PROBLEM DETAILS:
Once the line holding "I am building a map index. Read" is found in the listing below, write it out and each later line exactly, up to and including the one holding "For a GIS import: Read".

RECORD EXTRACTS:
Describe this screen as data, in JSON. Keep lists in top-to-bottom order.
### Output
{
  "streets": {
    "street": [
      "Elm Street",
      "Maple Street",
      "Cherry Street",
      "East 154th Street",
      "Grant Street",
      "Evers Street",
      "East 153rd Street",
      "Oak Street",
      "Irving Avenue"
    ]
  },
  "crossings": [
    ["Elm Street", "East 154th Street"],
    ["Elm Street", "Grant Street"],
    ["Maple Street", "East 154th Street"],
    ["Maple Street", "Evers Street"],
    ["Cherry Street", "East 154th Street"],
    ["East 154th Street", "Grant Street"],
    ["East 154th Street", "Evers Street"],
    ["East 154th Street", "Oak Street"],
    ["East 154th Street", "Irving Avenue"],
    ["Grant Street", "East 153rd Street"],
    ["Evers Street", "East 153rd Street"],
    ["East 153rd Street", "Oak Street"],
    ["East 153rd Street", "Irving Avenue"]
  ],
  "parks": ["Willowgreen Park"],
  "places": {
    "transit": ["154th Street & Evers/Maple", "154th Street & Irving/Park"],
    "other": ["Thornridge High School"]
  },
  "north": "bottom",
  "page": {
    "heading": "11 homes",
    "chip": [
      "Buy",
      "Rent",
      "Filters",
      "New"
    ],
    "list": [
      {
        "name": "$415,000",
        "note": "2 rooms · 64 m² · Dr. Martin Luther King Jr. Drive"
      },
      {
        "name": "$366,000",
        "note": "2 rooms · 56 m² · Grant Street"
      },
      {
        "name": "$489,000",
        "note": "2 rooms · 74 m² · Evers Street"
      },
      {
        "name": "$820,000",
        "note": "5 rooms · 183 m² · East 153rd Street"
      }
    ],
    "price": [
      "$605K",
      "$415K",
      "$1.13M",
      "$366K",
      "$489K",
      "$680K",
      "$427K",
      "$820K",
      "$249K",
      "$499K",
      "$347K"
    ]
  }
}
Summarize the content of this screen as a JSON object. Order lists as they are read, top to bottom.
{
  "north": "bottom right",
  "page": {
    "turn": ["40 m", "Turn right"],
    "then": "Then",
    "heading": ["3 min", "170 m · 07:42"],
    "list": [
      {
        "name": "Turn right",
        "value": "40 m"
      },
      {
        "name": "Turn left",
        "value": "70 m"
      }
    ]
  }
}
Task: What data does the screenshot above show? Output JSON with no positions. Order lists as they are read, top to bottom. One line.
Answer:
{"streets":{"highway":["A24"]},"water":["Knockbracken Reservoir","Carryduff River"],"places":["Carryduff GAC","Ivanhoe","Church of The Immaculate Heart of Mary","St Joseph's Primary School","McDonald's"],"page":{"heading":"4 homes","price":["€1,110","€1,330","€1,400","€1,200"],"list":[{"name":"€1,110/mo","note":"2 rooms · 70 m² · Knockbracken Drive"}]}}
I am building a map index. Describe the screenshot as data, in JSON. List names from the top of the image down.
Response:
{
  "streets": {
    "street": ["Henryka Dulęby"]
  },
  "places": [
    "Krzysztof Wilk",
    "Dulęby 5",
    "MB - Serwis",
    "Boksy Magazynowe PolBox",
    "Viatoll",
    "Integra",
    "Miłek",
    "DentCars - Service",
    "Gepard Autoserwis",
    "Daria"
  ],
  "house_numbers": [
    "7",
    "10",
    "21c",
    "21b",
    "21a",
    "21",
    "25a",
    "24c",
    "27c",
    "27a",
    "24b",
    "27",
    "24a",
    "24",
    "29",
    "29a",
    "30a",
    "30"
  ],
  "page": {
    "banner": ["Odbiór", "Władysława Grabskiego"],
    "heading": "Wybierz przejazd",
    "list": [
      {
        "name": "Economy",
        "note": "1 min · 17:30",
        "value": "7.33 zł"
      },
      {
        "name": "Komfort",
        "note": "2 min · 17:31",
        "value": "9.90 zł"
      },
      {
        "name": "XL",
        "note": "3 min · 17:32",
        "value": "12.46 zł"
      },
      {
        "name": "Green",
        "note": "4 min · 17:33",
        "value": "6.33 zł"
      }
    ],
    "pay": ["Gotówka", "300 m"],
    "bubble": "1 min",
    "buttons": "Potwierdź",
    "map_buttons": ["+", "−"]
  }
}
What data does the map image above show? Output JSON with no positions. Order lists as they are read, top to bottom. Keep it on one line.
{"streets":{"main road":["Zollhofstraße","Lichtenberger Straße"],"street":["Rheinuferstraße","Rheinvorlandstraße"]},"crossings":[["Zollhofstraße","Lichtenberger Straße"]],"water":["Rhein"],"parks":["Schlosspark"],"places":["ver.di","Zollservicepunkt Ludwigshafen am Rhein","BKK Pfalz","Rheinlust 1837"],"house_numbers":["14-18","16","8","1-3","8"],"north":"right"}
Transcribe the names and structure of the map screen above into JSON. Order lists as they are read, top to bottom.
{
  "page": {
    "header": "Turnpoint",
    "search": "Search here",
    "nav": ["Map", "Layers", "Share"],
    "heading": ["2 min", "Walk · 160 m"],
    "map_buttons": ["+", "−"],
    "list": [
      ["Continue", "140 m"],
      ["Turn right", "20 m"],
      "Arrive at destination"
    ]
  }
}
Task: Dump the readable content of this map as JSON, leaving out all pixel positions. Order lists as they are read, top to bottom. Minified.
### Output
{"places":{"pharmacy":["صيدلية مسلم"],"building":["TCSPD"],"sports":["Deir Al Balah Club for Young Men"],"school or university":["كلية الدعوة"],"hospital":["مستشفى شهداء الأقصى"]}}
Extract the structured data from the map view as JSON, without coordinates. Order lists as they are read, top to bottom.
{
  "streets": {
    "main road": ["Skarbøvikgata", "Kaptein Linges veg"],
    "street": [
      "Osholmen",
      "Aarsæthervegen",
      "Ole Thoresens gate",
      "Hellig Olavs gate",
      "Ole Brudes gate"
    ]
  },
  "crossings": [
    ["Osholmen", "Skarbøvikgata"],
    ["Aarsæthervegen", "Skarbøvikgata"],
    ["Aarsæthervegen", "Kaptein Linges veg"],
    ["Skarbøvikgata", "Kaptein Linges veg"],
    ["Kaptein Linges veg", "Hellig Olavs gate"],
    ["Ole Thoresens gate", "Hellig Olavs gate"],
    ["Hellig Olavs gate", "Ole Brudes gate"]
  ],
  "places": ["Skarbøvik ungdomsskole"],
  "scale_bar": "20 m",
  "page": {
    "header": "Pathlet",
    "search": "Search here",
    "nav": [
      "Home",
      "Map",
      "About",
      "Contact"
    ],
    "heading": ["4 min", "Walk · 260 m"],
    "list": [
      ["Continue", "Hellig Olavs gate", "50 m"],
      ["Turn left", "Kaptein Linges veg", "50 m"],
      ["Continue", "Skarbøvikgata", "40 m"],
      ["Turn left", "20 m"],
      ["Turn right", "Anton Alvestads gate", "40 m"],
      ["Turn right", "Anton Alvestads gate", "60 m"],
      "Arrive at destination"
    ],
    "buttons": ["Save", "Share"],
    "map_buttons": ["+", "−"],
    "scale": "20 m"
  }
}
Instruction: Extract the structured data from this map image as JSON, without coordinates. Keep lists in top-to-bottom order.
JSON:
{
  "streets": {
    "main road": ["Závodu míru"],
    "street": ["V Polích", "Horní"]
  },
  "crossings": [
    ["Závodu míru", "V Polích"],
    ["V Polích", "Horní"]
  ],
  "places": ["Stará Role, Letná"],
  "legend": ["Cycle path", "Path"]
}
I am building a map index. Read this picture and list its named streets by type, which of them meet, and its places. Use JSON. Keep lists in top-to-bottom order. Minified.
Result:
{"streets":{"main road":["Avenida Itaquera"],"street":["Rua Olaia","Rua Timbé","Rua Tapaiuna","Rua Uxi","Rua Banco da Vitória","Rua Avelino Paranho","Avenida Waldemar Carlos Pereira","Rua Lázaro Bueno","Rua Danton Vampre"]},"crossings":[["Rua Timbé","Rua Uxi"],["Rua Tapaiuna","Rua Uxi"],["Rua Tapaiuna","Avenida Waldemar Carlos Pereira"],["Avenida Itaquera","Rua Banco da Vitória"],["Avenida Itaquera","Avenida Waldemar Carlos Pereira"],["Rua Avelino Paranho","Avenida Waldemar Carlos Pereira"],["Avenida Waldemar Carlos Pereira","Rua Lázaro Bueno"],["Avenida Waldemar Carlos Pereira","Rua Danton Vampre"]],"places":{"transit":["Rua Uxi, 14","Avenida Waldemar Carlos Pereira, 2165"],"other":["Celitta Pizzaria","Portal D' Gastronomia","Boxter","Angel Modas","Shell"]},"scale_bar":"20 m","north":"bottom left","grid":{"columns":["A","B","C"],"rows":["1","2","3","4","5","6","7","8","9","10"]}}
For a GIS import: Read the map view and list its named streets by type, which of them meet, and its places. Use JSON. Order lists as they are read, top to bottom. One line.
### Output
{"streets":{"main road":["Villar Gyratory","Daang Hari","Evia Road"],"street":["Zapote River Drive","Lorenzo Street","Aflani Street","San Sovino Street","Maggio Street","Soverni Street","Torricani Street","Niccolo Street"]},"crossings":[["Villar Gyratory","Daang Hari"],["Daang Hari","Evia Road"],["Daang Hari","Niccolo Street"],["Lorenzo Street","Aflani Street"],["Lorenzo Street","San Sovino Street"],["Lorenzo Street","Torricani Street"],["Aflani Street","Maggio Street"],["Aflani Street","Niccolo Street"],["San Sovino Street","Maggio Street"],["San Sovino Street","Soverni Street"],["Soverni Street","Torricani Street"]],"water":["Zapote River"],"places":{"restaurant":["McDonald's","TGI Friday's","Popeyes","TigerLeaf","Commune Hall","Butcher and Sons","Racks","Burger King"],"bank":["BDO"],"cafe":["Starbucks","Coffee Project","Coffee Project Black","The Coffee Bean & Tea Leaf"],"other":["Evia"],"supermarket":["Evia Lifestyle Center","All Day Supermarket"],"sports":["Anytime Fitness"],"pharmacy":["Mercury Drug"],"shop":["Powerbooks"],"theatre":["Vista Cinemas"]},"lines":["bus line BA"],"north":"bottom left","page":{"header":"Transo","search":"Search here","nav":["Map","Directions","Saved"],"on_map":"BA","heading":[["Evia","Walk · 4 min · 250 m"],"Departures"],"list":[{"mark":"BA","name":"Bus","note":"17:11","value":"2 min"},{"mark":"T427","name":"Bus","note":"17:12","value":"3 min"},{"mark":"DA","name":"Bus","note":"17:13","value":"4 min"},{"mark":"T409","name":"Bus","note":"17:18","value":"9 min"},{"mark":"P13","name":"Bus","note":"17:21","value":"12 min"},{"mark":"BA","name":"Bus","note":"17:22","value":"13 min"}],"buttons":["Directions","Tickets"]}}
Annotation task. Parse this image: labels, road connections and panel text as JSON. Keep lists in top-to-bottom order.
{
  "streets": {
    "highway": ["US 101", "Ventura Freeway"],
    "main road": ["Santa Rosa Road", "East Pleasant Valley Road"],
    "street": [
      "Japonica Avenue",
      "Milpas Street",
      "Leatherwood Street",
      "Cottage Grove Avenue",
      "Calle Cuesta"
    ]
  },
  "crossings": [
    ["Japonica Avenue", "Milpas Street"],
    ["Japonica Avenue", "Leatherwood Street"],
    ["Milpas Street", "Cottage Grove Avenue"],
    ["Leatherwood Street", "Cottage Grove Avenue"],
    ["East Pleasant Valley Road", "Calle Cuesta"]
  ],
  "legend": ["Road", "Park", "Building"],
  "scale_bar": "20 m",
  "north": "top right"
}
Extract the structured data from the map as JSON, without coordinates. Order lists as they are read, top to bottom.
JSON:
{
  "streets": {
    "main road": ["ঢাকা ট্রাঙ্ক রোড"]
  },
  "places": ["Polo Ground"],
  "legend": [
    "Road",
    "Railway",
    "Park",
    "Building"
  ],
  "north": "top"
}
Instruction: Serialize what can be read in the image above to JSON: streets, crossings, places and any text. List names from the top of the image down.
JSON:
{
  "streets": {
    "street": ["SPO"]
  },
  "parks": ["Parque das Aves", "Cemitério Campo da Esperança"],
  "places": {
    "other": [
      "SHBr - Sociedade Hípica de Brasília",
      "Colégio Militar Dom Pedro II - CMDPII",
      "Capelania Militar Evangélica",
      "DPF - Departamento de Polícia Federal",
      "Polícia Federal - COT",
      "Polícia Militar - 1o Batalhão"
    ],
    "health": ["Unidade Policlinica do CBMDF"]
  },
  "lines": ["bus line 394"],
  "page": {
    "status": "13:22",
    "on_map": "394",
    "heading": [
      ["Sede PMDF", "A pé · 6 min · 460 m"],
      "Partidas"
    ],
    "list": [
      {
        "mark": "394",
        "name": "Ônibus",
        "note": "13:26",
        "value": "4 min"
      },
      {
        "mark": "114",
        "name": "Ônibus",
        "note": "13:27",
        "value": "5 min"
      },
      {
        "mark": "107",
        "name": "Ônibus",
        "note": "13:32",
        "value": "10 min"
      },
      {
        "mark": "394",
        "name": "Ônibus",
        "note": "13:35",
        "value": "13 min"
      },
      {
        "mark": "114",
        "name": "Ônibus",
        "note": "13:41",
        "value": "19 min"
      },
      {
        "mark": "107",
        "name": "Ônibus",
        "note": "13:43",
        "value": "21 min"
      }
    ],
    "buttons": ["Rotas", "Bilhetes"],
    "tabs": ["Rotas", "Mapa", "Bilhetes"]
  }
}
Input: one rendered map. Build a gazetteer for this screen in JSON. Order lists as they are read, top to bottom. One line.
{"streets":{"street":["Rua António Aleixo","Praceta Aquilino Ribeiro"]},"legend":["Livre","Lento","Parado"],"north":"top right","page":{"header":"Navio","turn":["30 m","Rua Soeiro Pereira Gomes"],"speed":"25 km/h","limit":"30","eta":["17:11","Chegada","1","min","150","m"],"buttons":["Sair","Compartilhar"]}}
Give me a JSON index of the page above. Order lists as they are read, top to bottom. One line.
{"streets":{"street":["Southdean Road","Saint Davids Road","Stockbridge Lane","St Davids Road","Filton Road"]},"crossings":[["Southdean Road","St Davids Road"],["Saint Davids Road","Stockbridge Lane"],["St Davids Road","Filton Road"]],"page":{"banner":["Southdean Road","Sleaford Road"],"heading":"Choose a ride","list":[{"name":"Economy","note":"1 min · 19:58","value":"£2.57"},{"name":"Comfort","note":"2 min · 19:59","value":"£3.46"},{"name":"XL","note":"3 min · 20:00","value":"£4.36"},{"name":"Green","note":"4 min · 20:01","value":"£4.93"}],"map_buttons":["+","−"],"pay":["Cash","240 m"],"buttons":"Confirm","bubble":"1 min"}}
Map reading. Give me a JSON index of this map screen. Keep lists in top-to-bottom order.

TASK ANSWER:
I am building a map index. Read this picture and list its named streets by type, which of them meet, and its places. Use JSON. Keep lists in top-to-bottom order. Minified.
Result:
{"streets":{"main road":["Avenida Itaquera"],"street":["Rua Olaia","Rua Timbé","Rua Tapaiuna","Rua Uxi","Rua Banco da Vitória","Rua Avelino Paranho","Avenida Waldemar Carlos Pereira","Rua Lázaro Bueno","Rua Danton Vampre"]},"crossings":[["Rua Timbé","Rua Uxi"],["Rua Tapaiuna","Rua Uxi"],["Rua Tapaiuna","Avenida Waldemar Carlos Pereira"],["Avenida Itaquera","Rua Banco da Vitória"],["Avenida Itaquera","Avenida Waldemar Carlos Pereira"],["Rua Avelino Paranho","Avenida Waldemar Carlos Pereira"],["Avenida Waldemar Carlos Pereira","Rua Lázaro Bueno"],["Avenida Waldemar Carlos Pereira","Rua Danton Vampre"]],"places":{"transit":["Rua Uxi, 14","Avenida Waldemar Carlos Pereira, 2165"],"other":["Celitta Pizzaria","Portal D' Gastronomia","Boxter","Angel Modas","Shell"]},"scale_bar":"20 m","north":"bottom left","grid":{"columns":["A","B","C"],"rows":["1","2","3","4","5","6","7","8","9","10"]}}
For a GIS import: Read the map view and list its named streets by type, which of them meet, and its places. Use JSON. Order lists as they are read, top to bottom. One line.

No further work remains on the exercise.